1762-09-22, de Voltaire [François Marie Arouet] à Jean Baptiste Jacques Élie de Beaumont.

Monsieur,

Jusqu'à présent il ne s'était trouvé qu'une voix dans le désert qui avait crié parate vias domini.
Vôtre mémoire est assurément L'ouvrage du maître; je ne sçais rien de si convainquant et de si touchant. Mon indignation contre L'arrêt de Toulouse en a redoublé, et mes larmes ont recommencé à couler.

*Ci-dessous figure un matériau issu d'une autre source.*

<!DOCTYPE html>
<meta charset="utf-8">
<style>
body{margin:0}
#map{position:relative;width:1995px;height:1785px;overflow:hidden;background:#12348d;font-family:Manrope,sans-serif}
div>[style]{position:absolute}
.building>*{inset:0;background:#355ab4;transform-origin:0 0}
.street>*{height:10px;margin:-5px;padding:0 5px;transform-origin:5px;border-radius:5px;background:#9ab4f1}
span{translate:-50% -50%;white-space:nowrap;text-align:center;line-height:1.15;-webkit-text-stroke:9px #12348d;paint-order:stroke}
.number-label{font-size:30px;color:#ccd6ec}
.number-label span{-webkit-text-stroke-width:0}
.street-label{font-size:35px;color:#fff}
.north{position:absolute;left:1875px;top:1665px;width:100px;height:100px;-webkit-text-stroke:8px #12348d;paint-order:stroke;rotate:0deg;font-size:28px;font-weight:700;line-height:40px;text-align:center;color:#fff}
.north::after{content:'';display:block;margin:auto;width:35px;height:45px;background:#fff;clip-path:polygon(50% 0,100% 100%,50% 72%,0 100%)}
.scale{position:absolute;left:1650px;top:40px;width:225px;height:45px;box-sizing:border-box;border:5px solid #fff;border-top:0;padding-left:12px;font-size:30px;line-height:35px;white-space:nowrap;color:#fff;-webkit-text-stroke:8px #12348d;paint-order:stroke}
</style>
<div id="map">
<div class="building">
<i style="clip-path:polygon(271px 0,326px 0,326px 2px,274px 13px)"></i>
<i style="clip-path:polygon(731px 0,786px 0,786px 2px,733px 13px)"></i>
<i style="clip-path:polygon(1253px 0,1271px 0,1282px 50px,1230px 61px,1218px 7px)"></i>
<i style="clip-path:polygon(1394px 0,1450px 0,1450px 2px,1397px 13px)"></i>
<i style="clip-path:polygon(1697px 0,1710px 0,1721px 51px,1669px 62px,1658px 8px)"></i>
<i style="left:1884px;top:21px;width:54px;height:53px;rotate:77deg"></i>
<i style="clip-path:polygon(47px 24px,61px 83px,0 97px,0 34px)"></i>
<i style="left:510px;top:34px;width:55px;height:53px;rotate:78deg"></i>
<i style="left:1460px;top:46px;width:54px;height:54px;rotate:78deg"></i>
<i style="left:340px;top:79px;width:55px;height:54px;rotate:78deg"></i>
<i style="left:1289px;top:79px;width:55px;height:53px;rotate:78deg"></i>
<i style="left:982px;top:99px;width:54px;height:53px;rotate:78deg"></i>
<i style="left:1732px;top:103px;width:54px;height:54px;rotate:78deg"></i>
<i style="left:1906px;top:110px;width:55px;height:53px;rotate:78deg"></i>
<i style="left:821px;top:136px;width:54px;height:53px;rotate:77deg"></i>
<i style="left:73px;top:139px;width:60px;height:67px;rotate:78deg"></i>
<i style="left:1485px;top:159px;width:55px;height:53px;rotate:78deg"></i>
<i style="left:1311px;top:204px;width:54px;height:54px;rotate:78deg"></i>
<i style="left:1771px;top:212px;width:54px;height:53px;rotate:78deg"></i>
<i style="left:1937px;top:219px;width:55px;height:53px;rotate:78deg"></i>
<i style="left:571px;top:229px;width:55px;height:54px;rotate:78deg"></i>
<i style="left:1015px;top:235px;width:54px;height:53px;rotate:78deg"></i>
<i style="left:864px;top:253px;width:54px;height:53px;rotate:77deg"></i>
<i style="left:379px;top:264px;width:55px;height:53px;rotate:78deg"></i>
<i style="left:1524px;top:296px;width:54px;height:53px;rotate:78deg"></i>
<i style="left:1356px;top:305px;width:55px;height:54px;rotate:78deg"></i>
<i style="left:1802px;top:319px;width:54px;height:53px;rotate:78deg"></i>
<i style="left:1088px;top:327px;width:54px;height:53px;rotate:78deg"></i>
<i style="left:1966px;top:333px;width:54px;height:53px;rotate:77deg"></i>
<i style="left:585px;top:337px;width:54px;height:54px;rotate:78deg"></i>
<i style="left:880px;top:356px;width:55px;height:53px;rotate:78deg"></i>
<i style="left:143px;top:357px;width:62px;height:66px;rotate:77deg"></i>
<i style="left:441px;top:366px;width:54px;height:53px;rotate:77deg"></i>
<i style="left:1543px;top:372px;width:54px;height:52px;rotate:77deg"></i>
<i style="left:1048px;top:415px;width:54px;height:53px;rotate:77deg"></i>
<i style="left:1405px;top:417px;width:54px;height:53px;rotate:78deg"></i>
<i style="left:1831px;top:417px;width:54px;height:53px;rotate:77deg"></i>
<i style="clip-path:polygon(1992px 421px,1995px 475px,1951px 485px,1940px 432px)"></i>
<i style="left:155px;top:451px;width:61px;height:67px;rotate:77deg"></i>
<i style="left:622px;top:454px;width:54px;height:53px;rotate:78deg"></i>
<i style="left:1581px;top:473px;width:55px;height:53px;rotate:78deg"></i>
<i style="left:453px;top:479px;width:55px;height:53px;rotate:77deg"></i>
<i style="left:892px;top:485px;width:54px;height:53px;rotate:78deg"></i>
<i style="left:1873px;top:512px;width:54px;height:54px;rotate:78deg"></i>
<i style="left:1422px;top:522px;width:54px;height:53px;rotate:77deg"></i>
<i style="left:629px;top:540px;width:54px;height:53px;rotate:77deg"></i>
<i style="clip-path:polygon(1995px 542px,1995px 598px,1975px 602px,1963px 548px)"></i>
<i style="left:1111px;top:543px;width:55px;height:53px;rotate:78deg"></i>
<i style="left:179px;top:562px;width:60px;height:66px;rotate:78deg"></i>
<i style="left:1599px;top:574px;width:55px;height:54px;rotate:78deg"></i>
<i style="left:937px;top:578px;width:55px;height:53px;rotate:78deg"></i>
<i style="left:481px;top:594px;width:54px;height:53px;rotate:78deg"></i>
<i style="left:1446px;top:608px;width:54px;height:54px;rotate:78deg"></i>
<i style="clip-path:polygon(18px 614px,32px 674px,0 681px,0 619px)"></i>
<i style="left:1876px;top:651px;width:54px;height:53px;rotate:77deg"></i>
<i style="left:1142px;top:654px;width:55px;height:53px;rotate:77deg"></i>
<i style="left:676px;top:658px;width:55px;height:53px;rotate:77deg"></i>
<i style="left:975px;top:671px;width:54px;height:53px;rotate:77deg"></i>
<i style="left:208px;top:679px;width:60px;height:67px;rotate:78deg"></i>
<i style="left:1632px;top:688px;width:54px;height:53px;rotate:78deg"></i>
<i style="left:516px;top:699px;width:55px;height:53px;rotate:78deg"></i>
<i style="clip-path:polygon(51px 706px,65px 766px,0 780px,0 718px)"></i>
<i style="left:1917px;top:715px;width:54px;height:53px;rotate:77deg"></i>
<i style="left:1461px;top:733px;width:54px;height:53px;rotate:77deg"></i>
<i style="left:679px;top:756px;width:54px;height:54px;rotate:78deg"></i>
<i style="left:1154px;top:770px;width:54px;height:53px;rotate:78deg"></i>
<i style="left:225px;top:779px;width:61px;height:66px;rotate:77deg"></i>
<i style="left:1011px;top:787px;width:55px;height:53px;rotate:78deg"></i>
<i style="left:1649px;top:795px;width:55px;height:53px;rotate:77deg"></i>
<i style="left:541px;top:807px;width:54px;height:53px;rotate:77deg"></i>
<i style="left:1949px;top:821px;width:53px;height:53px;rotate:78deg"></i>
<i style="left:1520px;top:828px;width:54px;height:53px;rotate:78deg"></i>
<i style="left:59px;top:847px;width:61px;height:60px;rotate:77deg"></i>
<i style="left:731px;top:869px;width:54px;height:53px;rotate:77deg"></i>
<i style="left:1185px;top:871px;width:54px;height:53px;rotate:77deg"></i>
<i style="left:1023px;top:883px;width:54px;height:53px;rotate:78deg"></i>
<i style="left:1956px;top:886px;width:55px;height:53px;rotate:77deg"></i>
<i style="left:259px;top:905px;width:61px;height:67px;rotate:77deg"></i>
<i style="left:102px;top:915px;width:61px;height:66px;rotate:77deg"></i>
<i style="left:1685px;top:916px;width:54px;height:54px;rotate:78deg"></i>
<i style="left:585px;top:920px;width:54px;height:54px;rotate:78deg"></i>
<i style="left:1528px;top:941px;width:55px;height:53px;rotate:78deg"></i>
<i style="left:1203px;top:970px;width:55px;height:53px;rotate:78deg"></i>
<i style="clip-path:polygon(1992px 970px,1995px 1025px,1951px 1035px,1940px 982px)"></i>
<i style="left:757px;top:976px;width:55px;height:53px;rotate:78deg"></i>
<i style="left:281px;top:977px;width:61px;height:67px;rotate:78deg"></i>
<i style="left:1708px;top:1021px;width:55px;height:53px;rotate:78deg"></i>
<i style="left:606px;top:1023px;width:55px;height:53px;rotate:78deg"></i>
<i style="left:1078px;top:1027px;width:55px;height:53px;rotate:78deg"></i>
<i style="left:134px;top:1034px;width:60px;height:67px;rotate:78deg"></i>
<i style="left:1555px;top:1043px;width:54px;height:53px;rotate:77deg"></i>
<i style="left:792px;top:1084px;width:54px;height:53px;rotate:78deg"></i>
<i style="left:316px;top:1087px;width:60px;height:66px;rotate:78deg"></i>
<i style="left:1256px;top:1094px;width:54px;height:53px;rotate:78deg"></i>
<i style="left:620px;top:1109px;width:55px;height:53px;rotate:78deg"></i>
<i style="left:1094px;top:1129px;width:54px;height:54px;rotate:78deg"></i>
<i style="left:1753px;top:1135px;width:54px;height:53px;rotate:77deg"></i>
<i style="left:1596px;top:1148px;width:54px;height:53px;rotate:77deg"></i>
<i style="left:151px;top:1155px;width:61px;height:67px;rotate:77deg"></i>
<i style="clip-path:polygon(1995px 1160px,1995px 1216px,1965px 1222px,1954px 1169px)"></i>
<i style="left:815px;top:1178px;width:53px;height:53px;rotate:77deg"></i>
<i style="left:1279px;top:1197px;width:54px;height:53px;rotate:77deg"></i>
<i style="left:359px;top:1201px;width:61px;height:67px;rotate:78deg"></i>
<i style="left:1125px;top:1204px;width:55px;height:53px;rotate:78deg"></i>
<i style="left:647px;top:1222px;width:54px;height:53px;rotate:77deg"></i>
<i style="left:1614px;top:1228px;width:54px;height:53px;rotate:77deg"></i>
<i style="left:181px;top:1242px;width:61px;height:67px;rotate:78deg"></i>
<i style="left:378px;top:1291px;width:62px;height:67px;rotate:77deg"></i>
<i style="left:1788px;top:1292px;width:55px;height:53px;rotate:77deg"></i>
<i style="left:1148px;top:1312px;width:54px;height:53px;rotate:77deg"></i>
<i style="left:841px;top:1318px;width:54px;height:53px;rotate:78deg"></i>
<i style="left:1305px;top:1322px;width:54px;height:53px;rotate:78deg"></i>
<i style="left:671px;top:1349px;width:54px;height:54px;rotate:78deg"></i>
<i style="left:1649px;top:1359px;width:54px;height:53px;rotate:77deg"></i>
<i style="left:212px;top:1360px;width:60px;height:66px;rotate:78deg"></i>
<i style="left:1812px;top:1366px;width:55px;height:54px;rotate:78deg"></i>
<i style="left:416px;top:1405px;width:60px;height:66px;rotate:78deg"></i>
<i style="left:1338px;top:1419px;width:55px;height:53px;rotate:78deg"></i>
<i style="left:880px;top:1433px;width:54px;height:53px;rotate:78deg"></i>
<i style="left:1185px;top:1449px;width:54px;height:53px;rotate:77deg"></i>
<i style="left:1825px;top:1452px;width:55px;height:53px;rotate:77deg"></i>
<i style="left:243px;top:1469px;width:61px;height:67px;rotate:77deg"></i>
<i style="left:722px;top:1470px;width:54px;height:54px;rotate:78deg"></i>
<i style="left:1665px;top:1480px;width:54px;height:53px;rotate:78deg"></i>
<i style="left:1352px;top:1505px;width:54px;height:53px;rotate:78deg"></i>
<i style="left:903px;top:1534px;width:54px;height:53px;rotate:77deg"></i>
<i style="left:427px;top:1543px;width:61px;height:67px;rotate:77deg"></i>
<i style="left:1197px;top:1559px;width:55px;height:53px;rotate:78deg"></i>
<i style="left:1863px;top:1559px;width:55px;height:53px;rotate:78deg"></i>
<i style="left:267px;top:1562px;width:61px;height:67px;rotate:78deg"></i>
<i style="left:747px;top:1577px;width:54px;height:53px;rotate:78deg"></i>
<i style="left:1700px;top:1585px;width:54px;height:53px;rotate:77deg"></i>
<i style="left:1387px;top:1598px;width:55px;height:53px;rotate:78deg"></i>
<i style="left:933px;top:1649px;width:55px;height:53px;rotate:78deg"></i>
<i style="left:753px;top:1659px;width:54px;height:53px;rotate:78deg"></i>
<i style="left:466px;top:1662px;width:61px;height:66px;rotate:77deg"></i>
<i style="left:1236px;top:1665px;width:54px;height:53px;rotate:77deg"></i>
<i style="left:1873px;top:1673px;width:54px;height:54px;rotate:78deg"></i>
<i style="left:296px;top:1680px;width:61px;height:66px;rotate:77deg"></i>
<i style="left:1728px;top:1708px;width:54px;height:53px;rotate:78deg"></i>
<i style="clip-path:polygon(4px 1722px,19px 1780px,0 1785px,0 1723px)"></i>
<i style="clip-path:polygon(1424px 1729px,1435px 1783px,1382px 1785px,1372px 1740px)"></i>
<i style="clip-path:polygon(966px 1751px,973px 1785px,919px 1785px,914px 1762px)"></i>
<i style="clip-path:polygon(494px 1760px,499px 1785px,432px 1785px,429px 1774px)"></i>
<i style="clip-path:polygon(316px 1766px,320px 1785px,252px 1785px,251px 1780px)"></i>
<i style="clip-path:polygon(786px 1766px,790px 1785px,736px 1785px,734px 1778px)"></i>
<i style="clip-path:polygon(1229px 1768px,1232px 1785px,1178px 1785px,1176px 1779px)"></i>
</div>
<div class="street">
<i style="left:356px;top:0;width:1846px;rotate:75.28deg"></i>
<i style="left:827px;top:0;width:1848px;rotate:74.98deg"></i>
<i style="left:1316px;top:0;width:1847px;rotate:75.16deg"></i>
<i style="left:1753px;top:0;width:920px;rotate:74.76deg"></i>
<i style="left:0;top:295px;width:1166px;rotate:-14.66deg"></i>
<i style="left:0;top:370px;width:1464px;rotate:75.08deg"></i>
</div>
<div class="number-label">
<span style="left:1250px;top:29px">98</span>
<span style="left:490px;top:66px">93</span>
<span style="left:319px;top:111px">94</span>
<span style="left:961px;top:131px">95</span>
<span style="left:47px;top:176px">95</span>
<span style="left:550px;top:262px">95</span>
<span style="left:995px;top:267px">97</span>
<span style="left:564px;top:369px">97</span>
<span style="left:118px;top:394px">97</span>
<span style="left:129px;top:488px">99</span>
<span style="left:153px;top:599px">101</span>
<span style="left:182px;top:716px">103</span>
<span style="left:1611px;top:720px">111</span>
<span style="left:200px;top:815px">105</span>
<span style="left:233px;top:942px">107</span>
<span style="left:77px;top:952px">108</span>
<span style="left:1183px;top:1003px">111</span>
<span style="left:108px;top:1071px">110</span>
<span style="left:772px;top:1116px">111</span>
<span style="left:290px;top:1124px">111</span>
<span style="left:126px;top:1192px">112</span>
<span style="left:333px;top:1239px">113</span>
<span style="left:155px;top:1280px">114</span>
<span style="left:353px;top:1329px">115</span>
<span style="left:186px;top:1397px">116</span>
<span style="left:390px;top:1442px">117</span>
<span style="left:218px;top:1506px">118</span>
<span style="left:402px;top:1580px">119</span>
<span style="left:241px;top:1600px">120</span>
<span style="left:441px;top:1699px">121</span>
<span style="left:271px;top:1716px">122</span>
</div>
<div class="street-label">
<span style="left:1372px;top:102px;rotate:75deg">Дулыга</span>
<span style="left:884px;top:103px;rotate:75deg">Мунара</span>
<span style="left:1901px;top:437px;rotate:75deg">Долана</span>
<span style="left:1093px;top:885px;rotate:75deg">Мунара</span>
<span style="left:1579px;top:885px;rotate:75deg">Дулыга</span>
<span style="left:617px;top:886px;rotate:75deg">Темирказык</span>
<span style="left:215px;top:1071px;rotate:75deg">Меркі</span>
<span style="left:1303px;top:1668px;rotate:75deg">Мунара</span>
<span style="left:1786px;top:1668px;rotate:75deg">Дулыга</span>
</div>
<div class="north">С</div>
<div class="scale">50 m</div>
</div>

Je suis convaincu que vous parviendrez à faire réformer l'arrêt de Toulouse. Vôtre conduite généreuse est digne de vôtre éloquence. Cette cruelle affaire, qui doit vous faire un honneur infini, achève de me prouver ce que j'ai toujours pensé, que nos loix sont bien imparfaittes. Prèsque tout me parait abandonné au sentiment arbitraire des juges. Il est bien étrange que l'ordonnace criminelle de Louïs 14 ait si peu pourvu à la sûreté de la vie des hommes, et qu'on soit obligé de recourir aux capitulaires de Charlemagne.

Votre mémoire doit désormais servir de règle dans des cas pareils. Le fanatisme en fournit quelquefois. J'ai lu trois fois vôtre ouvrage, j'ai été aussi touché à la troisième lecture qu'à la première.

J'ajoute aux trois impossibilités que vous mettez dans un si beau jour, une quatrième; c'est celle de résister à vos raisons. Je joins ma reconnaissance à celle que vous doivent les Calas. J'ose dire que les juges de Toulouse vous en doivent aussi; vous les avez éclairés sur leurs fautes. Si j'avais le malheur d'être de leur corps, je leur proposerais sur la seule lecture de vôtre factum, de demander pardon à la famille qu'ils ont perdue, et de lui faire une pension. Je les tiens indignes de leur place, s'ils ne prennent pas ce parti.

L'estime que vous m'inspirez, Monsieur, me met presque en droit de vous demander instamment vôtre amitié. Vous avez une femme digne de vous; agréez mes respects l'un et l'autre, et tous les sentiments avec les quels je serai toute ma vie.